What are the in vivo angiogenesis assays?

The in vivo angiogenesis assays include: chick chorioallantoic membrane (CAM), sponge implantation, zebrafish, dorsal air sac, corneal, chamber and tumor angiogenesis models. 

1. The chorioallantoic membrane of the chick allows an accessible system in which to study angiogenesis in vivo. It is a simple model, and provides a physiological technique for in vivo analysis of cells, reagents, and pathogens than in vitro systems do. The CAM is readily accessible outside the embryo. The chick is fairly immunotolerant, which enables the study of cross-specifix xenografts crafts including tumors, mammalian tissue explants, and cultured human cancer cells. 
2. Zebrafish yield hundreds of embryos per mating event. These large quantities and optical clarity of developing embryos assist in the study of development and angiogenesis. Zebrafish share many genes and mechanisms of angiogenesis regulation with mammals, making them highly useful for analyzing development and function of the vasculature. More specifically, the formation of the intersegmental vessels and subintestinal veins in embryos is well characterized, making them ideal for the study of angiogenesis inhibitors. The embryos are also inexpensive to produce and easy to maintain long-term. Hundreds of offspring produced each week, making it possible to carry out large-scale screening experiments. 
3. Implanted sponges and polymers have also been used to induce and study angiogenesis. However, the implants do not become encapsulated and elicit the generation of fused macrophages, which secret angiogenic cytokines and interfere with the test substrate. The rate and intensity of the tissue response induced by the sponge depend on factors including the type of sponge material and size. The sponge implant technique has been utilized to analyze the creation of fibrovascular tissue measuring neovascularization and wound healing, fibronectin deposition, collagen metabolism, development of granulation tissue, and kinetics of cellular proliferation. 
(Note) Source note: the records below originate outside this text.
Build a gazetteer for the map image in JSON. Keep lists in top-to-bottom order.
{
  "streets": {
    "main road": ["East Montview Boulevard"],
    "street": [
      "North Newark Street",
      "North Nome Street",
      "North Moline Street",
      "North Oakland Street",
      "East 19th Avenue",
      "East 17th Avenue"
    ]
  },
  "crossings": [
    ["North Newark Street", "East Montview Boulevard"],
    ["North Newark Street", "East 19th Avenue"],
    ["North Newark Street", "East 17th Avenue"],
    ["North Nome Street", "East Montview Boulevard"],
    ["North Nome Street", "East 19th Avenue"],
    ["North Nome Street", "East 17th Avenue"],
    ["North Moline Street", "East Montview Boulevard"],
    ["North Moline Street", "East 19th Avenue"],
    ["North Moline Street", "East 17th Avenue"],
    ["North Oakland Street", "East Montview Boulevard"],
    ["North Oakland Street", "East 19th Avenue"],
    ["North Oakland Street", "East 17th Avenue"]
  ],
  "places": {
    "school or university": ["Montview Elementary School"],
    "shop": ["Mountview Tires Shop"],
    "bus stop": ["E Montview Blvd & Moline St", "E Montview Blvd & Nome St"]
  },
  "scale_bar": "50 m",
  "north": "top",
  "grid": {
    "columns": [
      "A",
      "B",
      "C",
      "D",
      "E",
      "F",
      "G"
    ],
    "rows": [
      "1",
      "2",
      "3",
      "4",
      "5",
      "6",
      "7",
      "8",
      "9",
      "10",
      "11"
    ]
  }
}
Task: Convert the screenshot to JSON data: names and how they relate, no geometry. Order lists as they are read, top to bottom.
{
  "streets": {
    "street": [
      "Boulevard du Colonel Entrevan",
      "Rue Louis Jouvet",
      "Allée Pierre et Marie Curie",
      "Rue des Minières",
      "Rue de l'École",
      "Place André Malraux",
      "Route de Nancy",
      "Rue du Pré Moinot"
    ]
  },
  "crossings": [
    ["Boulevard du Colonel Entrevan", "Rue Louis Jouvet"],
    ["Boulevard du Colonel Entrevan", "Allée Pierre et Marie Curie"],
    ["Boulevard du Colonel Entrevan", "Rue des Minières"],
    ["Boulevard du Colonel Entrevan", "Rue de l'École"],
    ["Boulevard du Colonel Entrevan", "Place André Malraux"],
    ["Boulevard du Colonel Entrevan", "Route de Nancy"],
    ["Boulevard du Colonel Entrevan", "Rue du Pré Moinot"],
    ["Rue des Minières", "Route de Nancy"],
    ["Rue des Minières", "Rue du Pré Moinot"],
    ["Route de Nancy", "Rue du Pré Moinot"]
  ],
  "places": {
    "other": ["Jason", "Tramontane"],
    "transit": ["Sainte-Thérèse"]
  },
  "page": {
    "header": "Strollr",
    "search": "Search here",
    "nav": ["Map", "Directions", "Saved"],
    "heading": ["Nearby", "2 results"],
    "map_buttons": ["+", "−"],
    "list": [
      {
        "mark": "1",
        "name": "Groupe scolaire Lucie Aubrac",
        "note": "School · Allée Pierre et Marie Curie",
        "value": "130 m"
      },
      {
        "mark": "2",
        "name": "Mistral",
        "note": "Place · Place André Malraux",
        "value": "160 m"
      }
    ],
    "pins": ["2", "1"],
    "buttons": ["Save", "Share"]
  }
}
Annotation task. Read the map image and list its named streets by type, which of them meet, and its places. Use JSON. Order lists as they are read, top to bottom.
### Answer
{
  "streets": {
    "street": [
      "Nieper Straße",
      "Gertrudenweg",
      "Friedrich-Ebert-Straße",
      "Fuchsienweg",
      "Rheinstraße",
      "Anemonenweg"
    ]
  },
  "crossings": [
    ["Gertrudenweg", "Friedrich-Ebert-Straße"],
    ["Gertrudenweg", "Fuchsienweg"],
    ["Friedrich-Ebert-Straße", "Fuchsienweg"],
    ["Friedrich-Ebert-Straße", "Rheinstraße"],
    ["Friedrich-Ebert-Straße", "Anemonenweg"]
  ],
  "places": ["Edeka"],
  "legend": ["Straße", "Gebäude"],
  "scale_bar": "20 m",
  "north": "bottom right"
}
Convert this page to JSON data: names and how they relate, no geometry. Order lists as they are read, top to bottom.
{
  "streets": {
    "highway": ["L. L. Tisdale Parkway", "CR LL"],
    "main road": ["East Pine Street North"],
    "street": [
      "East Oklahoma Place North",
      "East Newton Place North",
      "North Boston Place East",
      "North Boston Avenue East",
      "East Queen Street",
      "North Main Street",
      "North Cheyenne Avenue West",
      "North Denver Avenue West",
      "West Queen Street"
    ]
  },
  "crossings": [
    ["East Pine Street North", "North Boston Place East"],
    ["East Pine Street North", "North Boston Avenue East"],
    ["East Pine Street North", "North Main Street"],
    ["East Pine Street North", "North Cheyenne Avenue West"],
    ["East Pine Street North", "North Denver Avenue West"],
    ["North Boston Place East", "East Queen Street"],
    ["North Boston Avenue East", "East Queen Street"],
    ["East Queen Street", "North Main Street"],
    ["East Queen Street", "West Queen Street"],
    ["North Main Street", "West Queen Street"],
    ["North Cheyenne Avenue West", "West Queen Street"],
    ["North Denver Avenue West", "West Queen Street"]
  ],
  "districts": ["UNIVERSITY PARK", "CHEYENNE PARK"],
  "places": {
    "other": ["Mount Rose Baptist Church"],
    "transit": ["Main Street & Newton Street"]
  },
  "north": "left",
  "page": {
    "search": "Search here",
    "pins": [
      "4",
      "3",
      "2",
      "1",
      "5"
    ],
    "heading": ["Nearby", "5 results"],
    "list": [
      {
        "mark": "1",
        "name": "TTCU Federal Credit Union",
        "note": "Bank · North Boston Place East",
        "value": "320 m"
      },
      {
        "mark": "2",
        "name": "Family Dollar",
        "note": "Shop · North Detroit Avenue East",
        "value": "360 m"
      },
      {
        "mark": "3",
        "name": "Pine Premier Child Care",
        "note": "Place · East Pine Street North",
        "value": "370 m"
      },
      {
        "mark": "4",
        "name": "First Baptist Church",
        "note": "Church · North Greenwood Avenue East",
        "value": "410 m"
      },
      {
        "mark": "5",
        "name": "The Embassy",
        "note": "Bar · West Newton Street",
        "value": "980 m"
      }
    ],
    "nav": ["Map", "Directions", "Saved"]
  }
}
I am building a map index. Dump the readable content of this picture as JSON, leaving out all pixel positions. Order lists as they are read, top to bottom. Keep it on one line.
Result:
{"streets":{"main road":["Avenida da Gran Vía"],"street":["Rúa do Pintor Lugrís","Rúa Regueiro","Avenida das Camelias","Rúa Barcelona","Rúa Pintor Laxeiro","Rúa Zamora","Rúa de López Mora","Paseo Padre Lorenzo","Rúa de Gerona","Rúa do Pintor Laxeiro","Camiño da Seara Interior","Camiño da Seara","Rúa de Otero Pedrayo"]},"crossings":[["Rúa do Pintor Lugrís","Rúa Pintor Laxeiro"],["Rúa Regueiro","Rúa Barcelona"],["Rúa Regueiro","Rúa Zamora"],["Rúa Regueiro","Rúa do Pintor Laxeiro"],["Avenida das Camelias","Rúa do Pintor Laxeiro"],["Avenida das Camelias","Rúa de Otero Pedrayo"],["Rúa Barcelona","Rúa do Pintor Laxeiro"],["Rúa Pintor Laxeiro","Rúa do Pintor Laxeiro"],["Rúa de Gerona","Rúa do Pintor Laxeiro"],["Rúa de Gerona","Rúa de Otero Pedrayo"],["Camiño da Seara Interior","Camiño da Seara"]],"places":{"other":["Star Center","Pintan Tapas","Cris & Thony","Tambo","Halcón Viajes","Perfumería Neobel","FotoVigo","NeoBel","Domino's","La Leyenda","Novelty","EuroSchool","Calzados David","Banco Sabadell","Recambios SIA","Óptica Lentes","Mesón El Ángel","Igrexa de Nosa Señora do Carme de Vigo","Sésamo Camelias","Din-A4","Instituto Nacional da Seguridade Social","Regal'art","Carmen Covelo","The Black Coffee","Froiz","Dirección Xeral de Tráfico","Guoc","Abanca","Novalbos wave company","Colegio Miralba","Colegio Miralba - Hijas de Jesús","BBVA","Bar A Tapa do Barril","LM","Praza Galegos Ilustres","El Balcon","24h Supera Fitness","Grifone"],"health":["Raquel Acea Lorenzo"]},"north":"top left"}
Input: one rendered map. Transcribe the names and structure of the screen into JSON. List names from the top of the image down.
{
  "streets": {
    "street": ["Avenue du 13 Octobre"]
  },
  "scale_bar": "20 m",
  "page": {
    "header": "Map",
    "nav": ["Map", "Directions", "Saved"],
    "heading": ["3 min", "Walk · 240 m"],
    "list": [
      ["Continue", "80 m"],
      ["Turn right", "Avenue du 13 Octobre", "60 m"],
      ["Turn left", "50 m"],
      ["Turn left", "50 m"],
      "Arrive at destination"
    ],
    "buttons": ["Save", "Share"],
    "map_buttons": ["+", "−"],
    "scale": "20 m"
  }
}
4. The cornea is the only avascular transparent tissue in the body, and thus any vessels penetrating from the limbus into the corneal stroma are newly formed, visible, and can be quantified. This assay is however time consuming and technically difficult. Almost all types of corneal injury induce neovascularization. The processes of corneal neovascularization involve multiple interactions within the cornea and thus it is possible that different pathways of angiogenesis are involved in different experimental methods. 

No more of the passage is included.